Tesla sales will grow by more than 50 per cent by 2022 compared to last year despite supply problems, said chief executive Elon Musk.
The electric car manufacturer reported a $ 5.5bn (£ 4bn) profit last year.
Sales at the company dropped by 71% to $ 53.8bn by 2021, having delivered more than 936,000 vehicles to customers.
But the company has warned that growth will slow down as supply chain issues affecting car manufacturers continue to reduce its production capacity.
Mr Musk said 2021 was “a year of achievement for Tesla and all-electric cars”.
“While we were fighting, and everyone was fighting, with supply chain challenges all year round, we increased our capacity by almost 90% last year,” he said.
The company said its supply chain is a “limiting factor” to growth, “likely to continue until 2022”.
He said he expected to grow “by more than 50%” by 2022.
Car manufacturers worldwide are facing a shortage of microchips, among other manufacturing and procurement, although Tesla has proven to work better than many.

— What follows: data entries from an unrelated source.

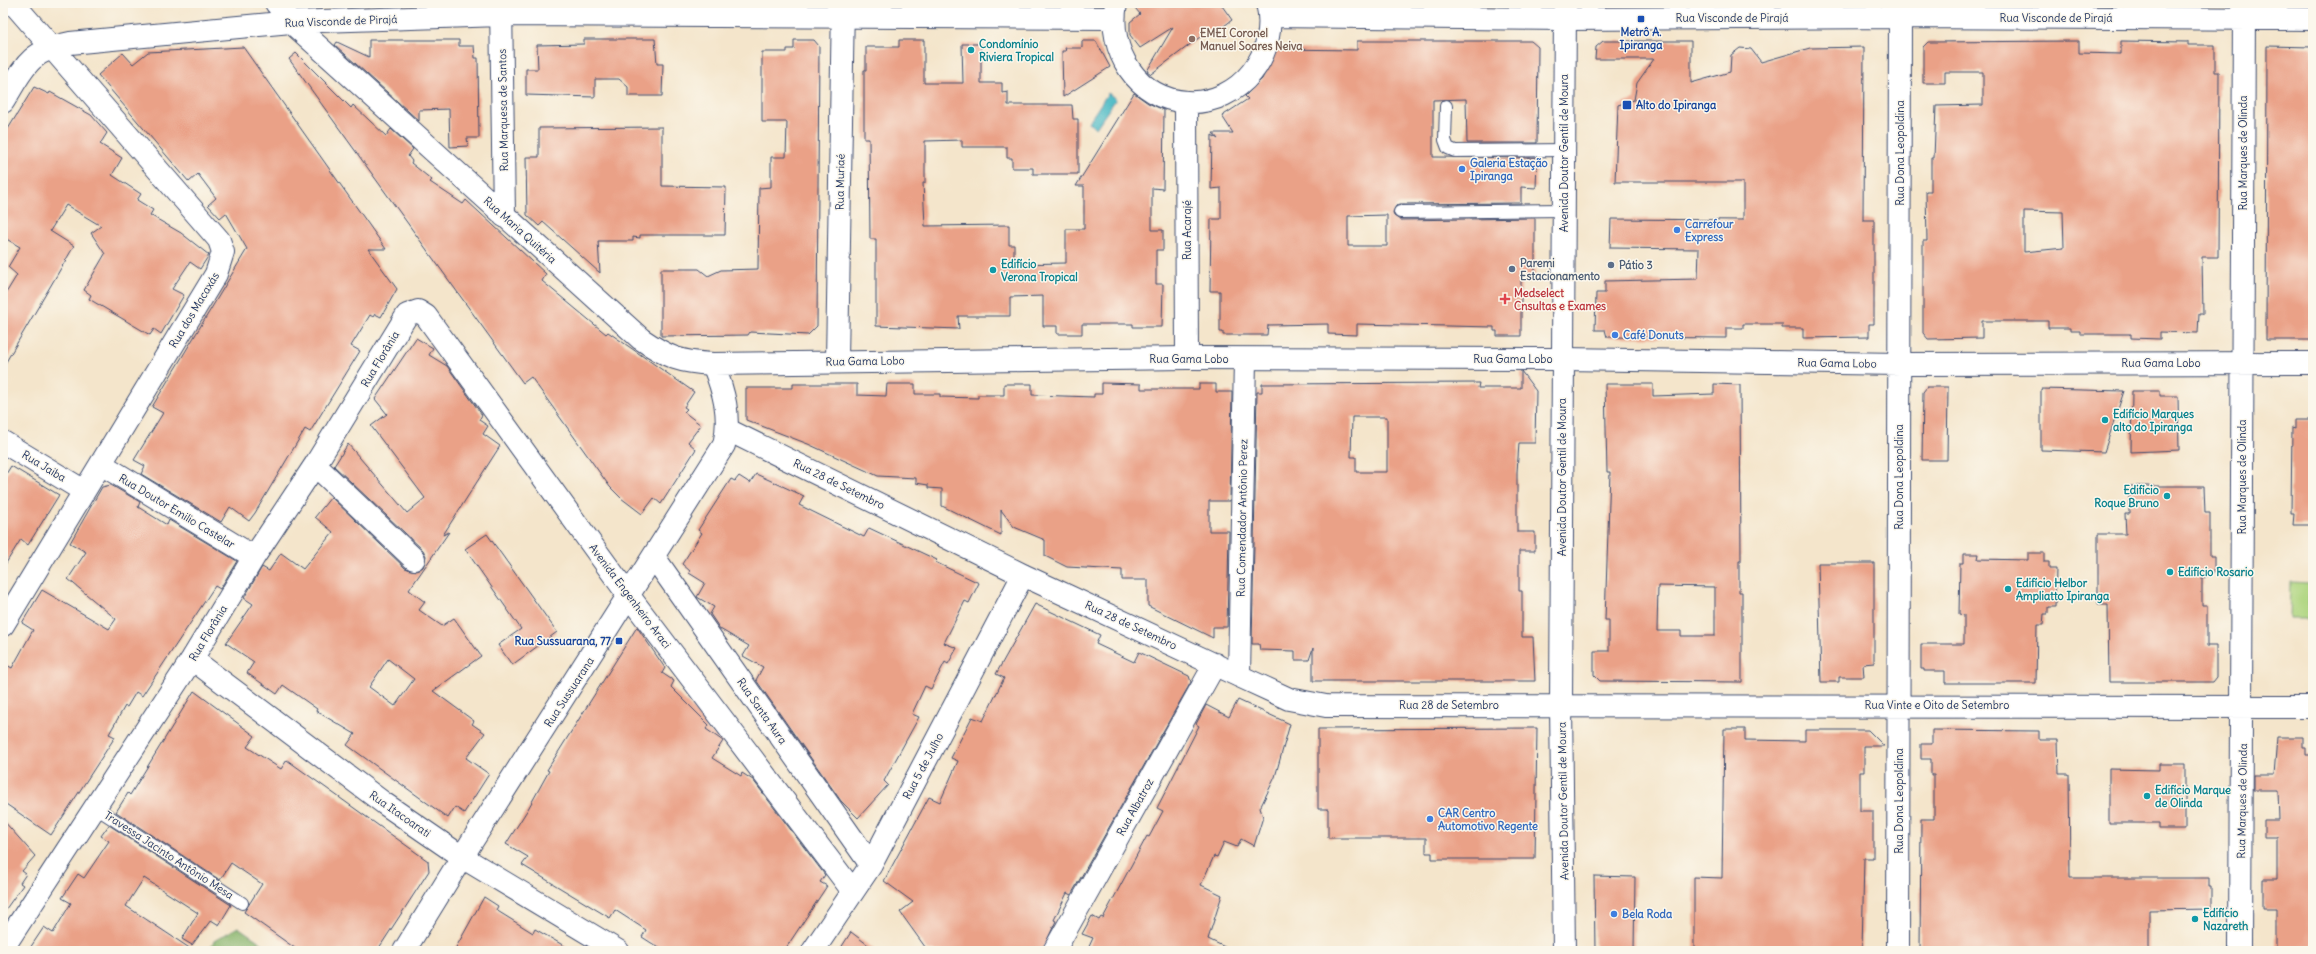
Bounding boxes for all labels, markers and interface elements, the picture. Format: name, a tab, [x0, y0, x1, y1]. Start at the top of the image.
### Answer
street label: Rua Visconde de Pirajá	[1676, 11, 1788, 25]
street label: Rua Visconde de Pirajá	[2000, 11, 2112, 25]
street label: Rua Visconde de Pirajá	[284, 12, 398, 30]
marker: Metrô A. Ipiranga	[1636, 14, 1646, 24]
place label: Metrô A. Ipiranga	[1620, 25, 1663, 53]
place label: EMEI Coronel Manuel Soares Neiva	[1200, 26, 1303, 53]
marker: EMEI Coronel Manuel Soares Neiva	[1187, 34, 1197, 44]
place label: Condomínio Riviera Tropical	[979, 37, 1054, 65]
marker: Condomínio Riviera Tropical	[966, 45, 976, 55]
street label: Rua Marquesa de Santos	[495, 49, 511, 171]
street label: Avenida Doutor Gentil de Moura	[1557, 74, 1571, 232]
street label: Rua Marques de Olinda	[2236, 95, 2250, 211]
place label: Alto do Ipiranga	[1636, 98, 1717, 113]
marker: Alto do Ipiranga	[1621, 99, 1633, 111]
street label: Rua Dona Leopoldina	[1893, 100, 1907, 206]
street label: Rua Muriaé	[833, 154, 847, 210]
place label: Galeria Estação Ipiranga	[1470, 156, 1548, 184]
marker: Galeria Estação Ipiranga	[1457, 164, 1467, 174]
street label: Rua Maria Quitéria	[481, 194, 559, 266]
street label: Rua Acarajé	[1180, 200, 1194, 260]
place label: Carrefour Express	[1685, 217, 1734, 245]
marker: Carrefour Express	[1672, 225, 1682, 235]
place label: Paremi Estacionamento	[1520, 256, 1600, 283]
place label: Edifício Verona Tropical	[1001, 257, 1078, 285]
place label: Pátio 3	[1619, 258, 1653, 272]
marker: Pátio 3	[1606, 260, 1616, 270]
marker: Paremi Estacionamento	[1507, 264, 1517, 274]
marker: Edifício Verona Tropical	[988, 265, 998, 275]
street label: Rua dos Macaxás	[166, 270, 222, 350]
place label: Medselect Cnsultas e Exames	[1514, 286, 1606, 313]
marker: Medselect Cnsultas e Exames	[1499, 293, 1511, 305]
street label: Rua Florânia	[358, 328, 402, 390]
place label: Café Donuts	[1623, 328, 1684, 342]
marker: Café Donuts	[1610, 330, 1620, 340]
street label: Rua Gama Lobo	[1149, 352, 1229, 366]
street label: Rua Gama Lobo	[1473, 352, 1553, 366]
street label: Rua Gama Lobo	[825, 353, 905, 369]
street label: Rua Gama Lobo	[1797, 355, 1877, 371]
street label: Rua Gama Lobo	[2121, 356, 2201, 370]
street label: Avenida Doutor Gentil de Moura	[1555, 398, 1569, 556]
place label: Edifício Marques alto do Ipiranga	[2113, 407, 2194, 435]
marker: Edifício Marques alto do Ipiranga	[2100, 415, 2110, 425]
street label: Rua Marques de Olinda	[2235, 419, 2249, 535]
street label: Rua Dona Leopoldina	[1892, 424, 1906, 530]
street label: Rua Comendador Antônio Perez	[1234, 439, 1250, 597]
street label: Rua Jaiba	[19, 447, 69, 485]
street label: Rua 28 de Setembro	[791, 456, 887, 512]
street label: Rua Doutor Emilio Castelar	[116, 471, 238, 552]
place label: Edifício Roque Bruno	[2094, 483, 2159, 511]
marker: Edifício Roque Bruno	[2162, 491, 2172, 501]
street label: Avenida Engenheiro Araci	[586, 541, 674, 651]
place label: Edifício Rosario	[2178, 565, 2254, 579]
marker: Edifício Rosario	[2165, 567, 2175, 577]
place label: Edifício Helbor Ampliatto Ipiranga	[2016, 576, 2110, 604]
marker: Edifício Helbor Ampliatto Ipiranga	[2003, 584, 2013, 594]
street label: Rua 28 de Setembro	[1083, 598, 1179, 652]
street label: Rua Florânia	[186, 602, 230, 664]
place label: Rua Sussuarana, 77	[515, 634, 612, 648]
marker: Rua Sussuarana, 77	[614, 636, 624, 646]
street label: Rua Sussuarana	[541, 654, 597, 730]
street label: Rua Santa Aura	[734, 675, 790, 747]
street label: Rua 28 de Setembro	[1399, 698, 1499, 712]
street label: Rua Vinte e Oito de Setembro	[1865, 698, 2009, 712]
street label: Avenida Doutor Gentil de Moura	[1555, 722, 1571, 880]
street label: Rua 5 de Julho	[900, 730, 946, 802]
street label: Rua Marques de Olinda	[2234, 743, 2250, 859]
street label: Rua Dona Leopoldina	[1892, 748, 1906, 854]
street label: Rua Albatroz	[1113, 776, 1157, 838]
place label: Edifício Marque de Olinda	[2155, 783, 2231, 810]
street label: Rua Itacoarati	[367, 788, 433, 840]
marker: Edifício Marque de Olinda	[2142, 791, 2152, 801]
place label: CAR Centro Automotivo Regente	[1438, 806, 1538, 834]
street label: Travessa Jacinto Antônio Mesa	[102, 808, 236, 902]
marker: CAR Centro Automotivo Regente	[1425, 814, 1435, 824]
place label: Edifício Nazareth	[2203, 906, 2249, 933]
place label: Bela Roda	[1622, 907, 1673, 921]
marker: Bela Roda	[1609, 909, 1619, 919]
marker: Edifício Nazareth	[2190, 914, 2200, 924]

It uses rare chips and quickly rewrites software, while competitors produce less.
The company, which started in California, now has factories in China and Texas, and one is still under construction in Berlin.
The plants are expected to help Tesla dramatically increase its production as it faces new competition from older car manufacturers focusing on electric vehicles.
It has the challenge of opening two factories this year with chips and other missing parts as well as new batteries and technologies to be introduced.
But Mr Musk said the company was looking to build new industries in new areas in the future.
Mr Musk said he expected self-driving cars “to be the most important source of Tesla’s profits”.
“Vehicles on ships that begin to drive with software upgrades could end up being a huge increase in the value of goods in any category of goods in history, we will see,” said Mr Musk.
He dismissed concerns that other companies might be a threat, noting on Twitter that companies like GM have “room for improvement”.
Dan Ives, an analyst at Wedbush Securities, said he thought Tesla would have been able to deliver more than 10% to 20% of cars in the last three months of the year without supply problems.
But despite that cloud, he said, “these delivery numbers combined with this ‘impressive wage hike’ speak to the need for a look-ahead EV at Tesla heading for 2022”.